Como Sociólogo-Politicólogo guineense/africano, subscrevo quem defende que na política
a força daquele que foi derrubado
reverte a favor daquele que ficou em
vantagem, sempre acompanhada de uma maior
reputação. Mas, atacar por inveja um homem honesto que chegou ao primeiro
nível graças à sua moralidade, não é favorável à reputação nem útil seja a
quem for: quando a multidão ofendeu um homem honesto, se vier a
arrepender-se, como acontece rapidamente após o golpe de raiva, toma a
justificação mais fácil pela mais legítima, eliminando assim aquele que a
incitou e lhe deu o sinal. Com base nesta ordem de ideias, aconselho os guineenses a usarem a estratégia que Sólon usou para
ter um melhor ponto de partida quando os políticos
gregos estavam em conflito e divididos em três partes: não se misturou com nenhuma das três partes mas
permaneceu comum a todas, falando e agindo em tudo para a concordância, sendo
eleito legislador em vista de as reconciliar – e é assim que estabeleceu um
Poder sólido. Uma entrada em política
particularmente brilhante tem, portanto, este género de início (Plutarco,
2009: 28-31).
No entanto, àquele que por sede insaciável de glória
e Poder se encarrega de todos os assuntos da governação e se intromete
nos domínios para os quais não se constitui nem preparou, não tem desculpa para os seus erros (Plutarco, 2009: 46-49). Portanto, acredito
que «uma sociedade de pura integração e sem conflitos não existe, e uma sociedade em contínuo, radical e irrecuperável é impossível»;
e que a Guiné-Bissau alcançará a estabilidade política (Neves, 1978: 127 citado por Kosta, 2007:
648).
Magnifico texto que me fez pensar:estará o bom povo da nossa Guiné já com cultura suficiente para o entender?

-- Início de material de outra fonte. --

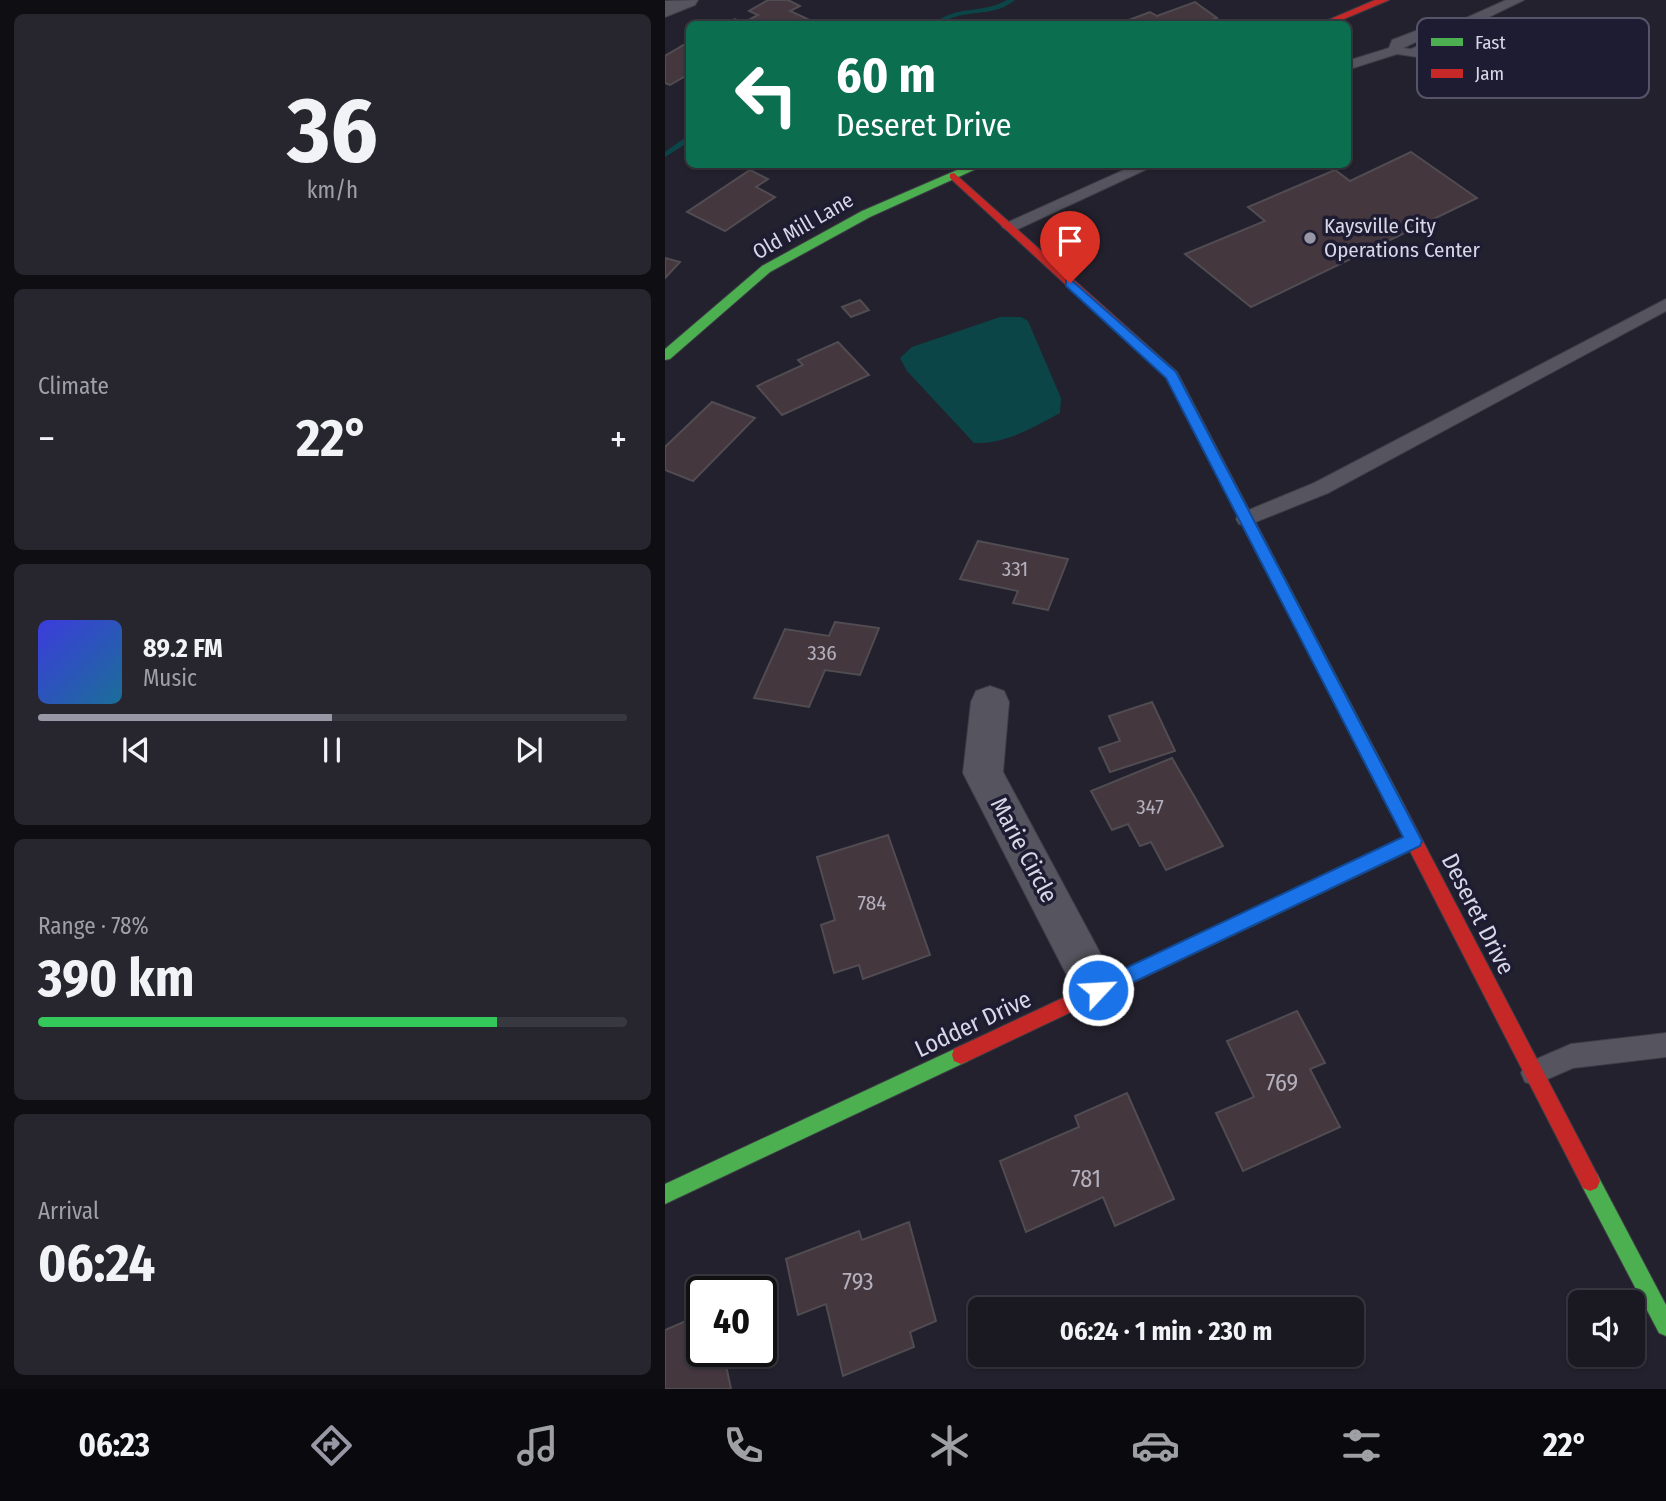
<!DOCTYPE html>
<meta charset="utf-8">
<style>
body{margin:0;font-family:"Fira Sans Condensed",sans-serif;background:#27262f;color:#f1f3f6;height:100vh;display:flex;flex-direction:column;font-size:26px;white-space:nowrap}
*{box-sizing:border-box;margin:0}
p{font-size:23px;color:#9fa0a5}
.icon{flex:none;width:38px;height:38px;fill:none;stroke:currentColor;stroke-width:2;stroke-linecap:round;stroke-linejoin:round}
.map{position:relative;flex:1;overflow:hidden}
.sheet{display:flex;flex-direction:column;gap:14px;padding:14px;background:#0e0e13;width:665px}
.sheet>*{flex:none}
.hud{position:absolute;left:21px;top:21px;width:665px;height:147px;border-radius:10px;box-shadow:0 2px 5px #0004,0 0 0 2px #383840;background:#0b6e4f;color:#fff;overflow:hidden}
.tools{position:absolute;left:903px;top:1290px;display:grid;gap:14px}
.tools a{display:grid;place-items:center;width:77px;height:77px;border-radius:10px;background:#1a1922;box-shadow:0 2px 5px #0004,0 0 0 2px #383840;font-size:35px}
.speed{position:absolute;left:21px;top:1276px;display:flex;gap:14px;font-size:35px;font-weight:700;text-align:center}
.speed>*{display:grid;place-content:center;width:91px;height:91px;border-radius:50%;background:#1a1922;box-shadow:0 2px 5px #0004,0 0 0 2px #383840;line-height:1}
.speed .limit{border:4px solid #111;border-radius:10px;background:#fff;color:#111}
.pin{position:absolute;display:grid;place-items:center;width:60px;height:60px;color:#fff;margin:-72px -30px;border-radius:50% 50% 50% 0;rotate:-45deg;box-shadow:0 0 7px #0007}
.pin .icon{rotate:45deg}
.me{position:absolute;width:77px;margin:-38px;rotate:65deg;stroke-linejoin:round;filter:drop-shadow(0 0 5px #0008)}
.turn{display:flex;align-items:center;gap:24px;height:147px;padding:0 35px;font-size:32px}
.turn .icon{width:91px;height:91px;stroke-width:2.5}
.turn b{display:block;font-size:49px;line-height:60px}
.big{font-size:52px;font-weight:700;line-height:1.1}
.sheet .tile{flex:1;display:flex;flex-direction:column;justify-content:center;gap:10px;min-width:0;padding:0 24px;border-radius:10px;background:#27262f}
.sheet .dial{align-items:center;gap:0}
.dial b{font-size:91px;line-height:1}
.song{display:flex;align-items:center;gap:21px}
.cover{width:84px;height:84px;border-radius:10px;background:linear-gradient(135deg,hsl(240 70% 55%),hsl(200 70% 35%))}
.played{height:7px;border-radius:4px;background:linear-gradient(90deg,#9897a5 50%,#383840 50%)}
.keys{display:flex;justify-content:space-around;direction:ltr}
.heat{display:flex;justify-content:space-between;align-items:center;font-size:38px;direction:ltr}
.charge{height:10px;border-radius:5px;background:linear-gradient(90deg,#34c759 78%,#383840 0)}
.trip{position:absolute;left:303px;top:1297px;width:396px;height:70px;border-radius:10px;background:#1a1922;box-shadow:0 2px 5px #0004,0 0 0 2px #383840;font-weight:700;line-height:70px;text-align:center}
.tabs{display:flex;height:112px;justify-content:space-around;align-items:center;background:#0a0a0e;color:#9fa0a5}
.tabs .icon{width:49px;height:49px}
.tabs .active{color:#9897a5}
.tabs b{font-size:32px;color:#f1f3f6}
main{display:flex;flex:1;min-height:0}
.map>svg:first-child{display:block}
.water{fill:#0c4548}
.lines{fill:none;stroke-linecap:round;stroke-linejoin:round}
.stream{fill:#0c4548;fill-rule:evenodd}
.building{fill:#44373e;stroke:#514c52;stroke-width:2}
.lane-casing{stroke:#3d3c47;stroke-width:2}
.street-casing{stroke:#3d3c47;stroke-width:2}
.fast-casing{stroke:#3d3c47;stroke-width:2}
.jam-casing{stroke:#3d3c47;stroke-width:2}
.lane{fill:#56555f;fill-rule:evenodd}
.street{fill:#56555f;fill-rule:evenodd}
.fast{fill:#4caf50;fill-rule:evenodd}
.jam{fill:#c62828;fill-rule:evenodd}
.route{fill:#1a73e8;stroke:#114b97;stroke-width:2}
.poi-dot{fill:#9897a5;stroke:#1e1c32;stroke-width:2.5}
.labels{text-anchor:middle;stroke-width:7;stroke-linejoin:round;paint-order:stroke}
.far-street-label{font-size:21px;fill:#d8d7e6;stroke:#1e1c32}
.far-poi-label{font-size:21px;fill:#d8d7e6;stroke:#1e1c32;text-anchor:start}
.number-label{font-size:21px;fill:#b3afbc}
.street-label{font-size:24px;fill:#d8d7e6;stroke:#1e1c32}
.near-number-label{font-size:24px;fill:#b3afbc}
.key{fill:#1e1c32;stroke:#565468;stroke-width:2}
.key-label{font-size:19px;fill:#d8d7e6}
</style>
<main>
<section class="sheet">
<div class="tile dial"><b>36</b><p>km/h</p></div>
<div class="tile"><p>Climate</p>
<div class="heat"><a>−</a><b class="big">22°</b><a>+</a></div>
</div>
<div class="tile">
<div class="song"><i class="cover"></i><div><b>89.2 FM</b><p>Music</p></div></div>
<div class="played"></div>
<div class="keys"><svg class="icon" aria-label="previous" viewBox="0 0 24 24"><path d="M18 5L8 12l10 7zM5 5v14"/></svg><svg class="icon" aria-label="pause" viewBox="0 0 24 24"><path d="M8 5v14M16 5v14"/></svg><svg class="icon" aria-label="next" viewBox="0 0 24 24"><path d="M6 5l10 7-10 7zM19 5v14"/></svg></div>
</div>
<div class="tile"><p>Range · 78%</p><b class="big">390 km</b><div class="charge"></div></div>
<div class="tile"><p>Arrival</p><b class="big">06:24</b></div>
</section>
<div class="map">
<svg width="1001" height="1389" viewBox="0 0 1001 1389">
<rect width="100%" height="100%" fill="#22212d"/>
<path class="water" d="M335 317H356L363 321 396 398 395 413C367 428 341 444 309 443L242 371 235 358 247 347Z"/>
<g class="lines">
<g class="stream">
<path d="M342 0H350C330 16 312 10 290 17 281 19 277 25 269 24 289 5 318 14 342 0Z"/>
<path d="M21 137H24V142L0 157V152Z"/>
</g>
</g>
<g class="building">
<path d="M103 0H123L135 6 125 11 147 21 141 24H59L70 19 78 23 93 15 84 11Z"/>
<path d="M530 2 552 18 535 24H466L461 21 485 12 492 16Z"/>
<path d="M22 43 24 44V74L5 85 0 83V56Z"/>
<path d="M746 152 812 198 586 307 520 254 600 221 583 207 670 170 685 181Z"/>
<path d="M85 170 103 179 91 187 110 197 60 231 22 212Z"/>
<path d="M0 258 15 262 0 278Z"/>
<path d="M195 300 204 310 186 317 177 307Z"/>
<path d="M173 342 204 375 117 415 92 386 138 365 133 360Z"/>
<path d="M47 402 90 418 28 481 0 470V447Z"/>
<path d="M313 541 403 559 383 610 348 603 353 591 295 579Z"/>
<path d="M170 622 214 628 195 675 160 670 144 707 89 698 120 629 164 636Z"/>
<path d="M487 702 510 751 445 772 434 748 455 741 444 716Z"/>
<path d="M507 758 558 846 501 870 486 842 475 846 463 824 447 830 426 791Z"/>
<path d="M223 835 265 955 198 979 194 965 169 973 156 925 170 920 152 857Z"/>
<path d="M632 1011 660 1063 645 1069 675 1127 578 1171 551 1113 589 1097 562 1041Z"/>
<path d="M462 1093 509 1199 450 1226 438 1197 361 1232 335 1161 414 1127 410 1116Z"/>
<path d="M244 1222 271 1321 245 1332 249 1347 178 1376 161 1304 133 1315 121 1259 194 1231 197 1240Z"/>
<path d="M37 1314V1351H58L66 1389H0V1330Z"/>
</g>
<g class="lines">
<g class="lane-casing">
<g id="lane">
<path d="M841 0H859L793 32V39L752 57 732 54 682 70V61L724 48 727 40 766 25 783 26ZM772 32 780 34 746 49 738 48Z"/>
<path d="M472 164H493L351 230 345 232 337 227 339 224Z"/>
<path d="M1001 299V311L663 493 581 526 574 524 571 519 574 514 649 483Z"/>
<path d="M1001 1033V1057L908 1068 869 1085 860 1082 856 1073 860 1064 906 1044Z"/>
</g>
</g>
<g class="street-casing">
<g id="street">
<path d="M33 0 30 5 0 17V1Z"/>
<path d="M325 686 339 691 344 702 338 772 455 990 449 1005 433 1011 417 1005 298 773 306 702 311 691Z"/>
</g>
</g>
<g class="fast-casing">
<g id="fast">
<path d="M306 164H322L205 217 105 272 5 359 0 360V349L97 266 197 211Z"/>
<path d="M609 565 616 571 739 805 741 810 739 815 733 817 727 815 602 571Z"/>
<path d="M296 1046 303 1049 305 1055 303 1061 0 1204V1184Z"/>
<path d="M925 1171 932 1174 1001 1305V1336L994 1333 918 1188 915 1181 918 1174Z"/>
</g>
</g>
<g class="jam-casing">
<g id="jam">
<path d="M710 0H724L667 24H654Z"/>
<path d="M289 173 512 372 616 571 614 575H604L502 378 285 178V174Z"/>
<path d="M733 803 739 805 932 1174 935 1181 932 1188 925 1191 918 1188 745 851 303 1061 296 1064 289 1061 287 1055 289 1049 739 838 725 810 727 805Z"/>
</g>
</g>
<use href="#lane" class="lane"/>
<use href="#street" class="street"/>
<use href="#fast" class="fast"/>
<use href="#jam" class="jam"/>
</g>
<path class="route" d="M405 279 511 372 757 841 755 846 433 999 427 996 424 990 427 984 738 837 501 378 401 286V280Z"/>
<circle class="poi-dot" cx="645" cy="238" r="7"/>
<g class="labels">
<g class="far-street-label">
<text transform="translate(138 226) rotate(-30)" y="7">Old Mill Lane</text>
</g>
<g class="far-poi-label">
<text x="659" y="233">Kaysville City<tspan x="659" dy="24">Operations Center</tspan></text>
</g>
<g class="number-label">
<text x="350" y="576">331</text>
<text x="157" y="660">336</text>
<text x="485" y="814">347</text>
<text x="207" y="910">784</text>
</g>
<g class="street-label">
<text transform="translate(359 850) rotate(62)" y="8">Marie Circle</text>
<text transform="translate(813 914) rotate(63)" y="8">Deseret Drive</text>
<text transform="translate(308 1024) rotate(-25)" y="8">Lodder Drive</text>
</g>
<g class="near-number-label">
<text x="617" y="1091">769</text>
<text x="421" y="1187">781</text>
<text x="193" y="1290">793</text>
</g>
</g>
<rect x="752" y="18" width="232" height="80" rx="10" class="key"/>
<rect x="766" y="38" width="32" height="8" fill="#4caf50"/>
<rect x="766" y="69" width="32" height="9" fill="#c62828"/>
<g class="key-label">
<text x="810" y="49">Fast</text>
<text x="810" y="80">Jam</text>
</g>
</svg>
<div class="tools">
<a><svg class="icon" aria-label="sound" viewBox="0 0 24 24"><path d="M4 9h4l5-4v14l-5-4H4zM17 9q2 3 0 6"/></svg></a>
</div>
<div class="speed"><div class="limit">40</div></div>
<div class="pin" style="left:405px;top:283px;background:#d93025"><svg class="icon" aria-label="arrive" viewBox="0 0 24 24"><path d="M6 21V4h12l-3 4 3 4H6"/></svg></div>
<svg class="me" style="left:433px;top:990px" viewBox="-20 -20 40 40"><circle r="17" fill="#1a73e8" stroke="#fff" stroke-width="3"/><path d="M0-11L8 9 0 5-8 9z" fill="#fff"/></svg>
<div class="trip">06:24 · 1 min · 230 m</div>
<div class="hud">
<div class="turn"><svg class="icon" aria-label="left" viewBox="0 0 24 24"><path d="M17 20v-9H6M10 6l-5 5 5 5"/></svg><div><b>60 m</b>Deseret Drive</div></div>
</div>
</div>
</main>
<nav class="tabs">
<b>06:23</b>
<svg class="icon active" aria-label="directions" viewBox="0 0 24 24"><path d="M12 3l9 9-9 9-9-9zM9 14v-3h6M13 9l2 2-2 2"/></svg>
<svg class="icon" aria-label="music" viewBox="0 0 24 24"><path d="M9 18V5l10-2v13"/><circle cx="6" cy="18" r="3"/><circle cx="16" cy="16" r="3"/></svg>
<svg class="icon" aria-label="phone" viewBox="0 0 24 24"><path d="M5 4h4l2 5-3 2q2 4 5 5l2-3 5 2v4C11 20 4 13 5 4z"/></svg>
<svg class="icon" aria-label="climate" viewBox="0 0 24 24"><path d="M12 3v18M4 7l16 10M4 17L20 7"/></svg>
<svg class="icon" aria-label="car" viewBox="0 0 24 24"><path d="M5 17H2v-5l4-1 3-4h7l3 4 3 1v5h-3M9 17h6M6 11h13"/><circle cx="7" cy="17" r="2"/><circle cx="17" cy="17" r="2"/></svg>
<svg class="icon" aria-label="filters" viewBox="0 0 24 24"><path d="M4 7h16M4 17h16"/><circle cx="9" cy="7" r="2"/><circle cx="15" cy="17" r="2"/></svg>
<b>22°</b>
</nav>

ResponderEliminarSeria óptimo que isso sucedesse.
Caro António Leite de Magalhães, muito obrigado pelo seu comentário. Em relação à sua questão pertinente, para ser sincero consigo, acho que o povo guineense não está ainda suficientemente preparado para compreender algumas das minhas mensagens, tanto aqui no blogue como no meu livro. Contudo, as mudanças devem desenrolar-se aos poucos, através do debate e da discussão construtiva de ideias. Se o Estado guineense começar a investir fortemente na formação das pessoas (e eu espero que isso venha a acontecer), essa mudança irá ocorrer paulatinamente. Tento inspirar-me nos melhores modelos (tanto ocidentais como africanos), procurando adaptar o que têm de bom para a realidade guineense. O seu comentário prova que, pelo menos algumas vezes, consigo passar a mensagem, e isso já me deixa bastante satisfeito. Temos de continuar a trabalhar em conjunto neste esforço para esclarecer a sociedade guineense. Espero que continue a comentar
ResponderEliminarCaro compatriota, sou um guianense, amante da paz e da liberdade, contrário esta última de libertinagem. Gosto de ler, de partilhar e de auto-difractar-me, buscando assim, aliás, tentando assim descobrir o porquê de nós, os guineenses, perdermos a coragem de buscar algo que nos perdeu da nossa indentididade. Desde logo, sugiro que alguns como o senhor, organizem debates em liceus e escolas superuores no país, a fim de inculcarem aos mais jovens as vossas ideias, os vossos conhecimentos, quiçá alguns aproveitem e isto mude o comportamento de que "todos somos iguais e portanto não há solução para o que nos acontece". Parabéns e até breve. Você me inspirou em algo muito importante.